I ask two things. That’s it.
@TheMan,
Thanks for the heads up. Now to remove it from the several sites I had it on…
@Mike, the terms on your site were not and are not clear that clicking that option will not remove the link entirely. If you really wanted to be clear you would write exactly what it is that occurs when that option is used (e.g., not just that the “visible link” is removed, but EXPLICITLY state that a hidden link will remain), and honestly anything else is just trying to be sneaky but cover your ass at the same time.
Also the GPL does not allow you to require an attribution link remain in place for end users, only for redistributions, and adding any such requirement makes any license associated with it non-GPL compatible:
The GPL allows the end user to modify things any which way they want, so long as they are not repackaging and redistributing it. That’s kind of the whole point of the license.
I’ve used this form on a couple of sites recently, albeit modified fairly extensively (once as I wanted to add people to a database rather than sending email, once because I didn’t like the presentation). I wasn’t too happy when I discovered the hidden text either (though I have linked back separately in both cases).
However, it’s worth noting that one of the anti-spam features used by this form is a hidden text box, shunted off screen in a similar manner to the author link. If you believe there could be real problems with Google for “…writing text in such a way that it can be seen by search engines but not by users…” – and I’m no expert on this – then you should probably advise people to remove that too.
Thanks Andrew. I didn’t notice that, perhaps because I was so shocked by the other.
Hi Andrew, there will be no problem with that, the author link, or offset jump links and image replacement text for that matter. I have a whole paragraph of offset text for users that don’t support style sheets in my “How to Build a CSS Web Site” tutorial. This is an accessibility feature. Currently Google doesn’t flag off-screen positioned text. What Google does do if something abusive is reported is not to deal with it on a one-on-one basis (they don’t have the time), but rather to tweak their algorithms to deal with widespread use of such in future revisions of their search tool, and that’s if it’s deemed abusive. What’s considered abusive as a practice is determined by a real person prior to such revisions, not a robot. Google would have no problem with any of my practices. The whole thing here is being blown way out of proportion. What Mike and I did is not unethical (not our intention at all), nor does it put blog owners at risk. We didn’t have to add such a feature, but realized some people would have a hard time delving into the code to illegally remove the link when all they really want is to not show it on their contact page. (I don’t have it showing on my own contact page as it looked out of place.) Doing this satisfies our requirements and that of the user.
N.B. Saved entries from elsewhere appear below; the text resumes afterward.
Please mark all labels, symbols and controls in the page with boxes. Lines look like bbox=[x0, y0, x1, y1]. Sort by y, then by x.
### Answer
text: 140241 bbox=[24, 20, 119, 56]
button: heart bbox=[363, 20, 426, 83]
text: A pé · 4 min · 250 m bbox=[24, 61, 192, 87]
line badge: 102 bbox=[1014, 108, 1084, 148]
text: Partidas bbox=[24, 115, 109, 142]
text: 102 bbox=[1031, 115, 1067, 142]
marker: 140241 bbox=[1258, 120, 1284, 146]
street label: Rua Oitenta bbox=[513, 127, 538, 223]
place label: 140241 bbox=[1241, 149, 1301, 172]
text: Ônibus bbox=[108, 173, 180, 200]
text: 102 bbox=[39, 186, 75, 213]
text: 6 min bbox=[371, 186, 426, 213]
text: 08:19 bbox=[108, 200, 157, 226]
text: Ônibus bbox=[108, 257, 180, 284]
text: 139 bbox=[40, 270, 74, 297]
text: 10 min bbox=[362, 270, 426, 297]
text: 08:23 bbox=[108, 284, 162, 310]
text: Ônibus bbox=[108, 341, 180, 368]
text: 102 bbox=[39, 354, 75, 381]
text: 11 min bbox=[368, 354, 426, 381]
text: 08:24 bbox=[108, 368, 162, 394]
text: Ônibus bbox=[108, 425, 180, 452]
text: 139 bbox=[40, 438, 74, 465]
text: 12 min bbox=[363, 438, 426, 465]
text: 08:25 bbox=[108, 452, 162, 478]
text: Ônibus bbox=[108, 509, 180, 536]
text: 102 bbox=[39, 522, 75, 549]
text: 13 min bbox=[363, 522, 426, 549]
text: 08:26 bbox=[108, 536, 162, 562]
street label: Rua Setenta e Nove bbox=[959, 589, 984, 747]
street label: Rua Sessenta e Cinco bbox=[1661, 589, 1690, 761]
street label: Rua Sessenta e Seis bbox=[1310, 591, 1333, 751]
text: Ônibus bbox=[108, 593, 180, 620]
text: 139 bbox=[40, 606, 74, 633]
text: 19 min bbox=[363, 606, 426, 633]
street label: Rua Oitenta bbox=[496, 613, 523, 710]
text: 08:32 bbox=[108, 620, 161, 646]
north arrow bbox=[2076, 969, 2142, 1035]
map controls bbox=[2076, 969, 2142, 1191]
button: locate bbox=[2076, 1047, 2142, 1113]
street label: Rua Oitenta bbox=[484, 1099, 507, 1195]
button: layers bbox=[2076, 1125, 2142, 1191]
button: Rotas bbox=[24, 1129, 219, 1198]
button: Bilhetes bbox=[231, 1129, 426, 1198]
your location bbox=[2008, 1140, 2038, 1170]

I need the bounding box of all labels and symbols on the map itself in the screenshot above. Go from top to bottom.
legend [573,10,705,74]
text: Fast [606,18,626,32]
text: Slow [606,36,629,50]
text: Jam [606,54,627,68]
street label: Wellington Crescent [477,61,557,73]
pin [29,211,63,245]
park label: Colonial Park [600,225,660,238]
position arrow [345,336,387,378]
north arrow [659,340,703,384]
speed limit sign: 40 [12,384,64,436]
Thanks to this post, Mike and I have been discussing this between us, and with other people (the general consensus is that this is sort of melodramatic). What we’re thinking of doing as a result of this whole mess is removing the link removal feature altogether, clamping down harder on our terms, and making users purchase a license to get an credit-free version. We worked, and still work, damn hard on this form and feel we’re providing a decent service to people. Moreover, we provide exemplary support for our free script (better support than some commercial script providers offer actually). Thus, for all this work we want to get something out of it.
Andrew, I appreciate the fact that you’ve provide links anyway. Thank you very much. That’s why we do this (it certainly isn’t the money). I would advise you not to remove the position-hidden input as that one in particular is a highly effective anti-spam tool.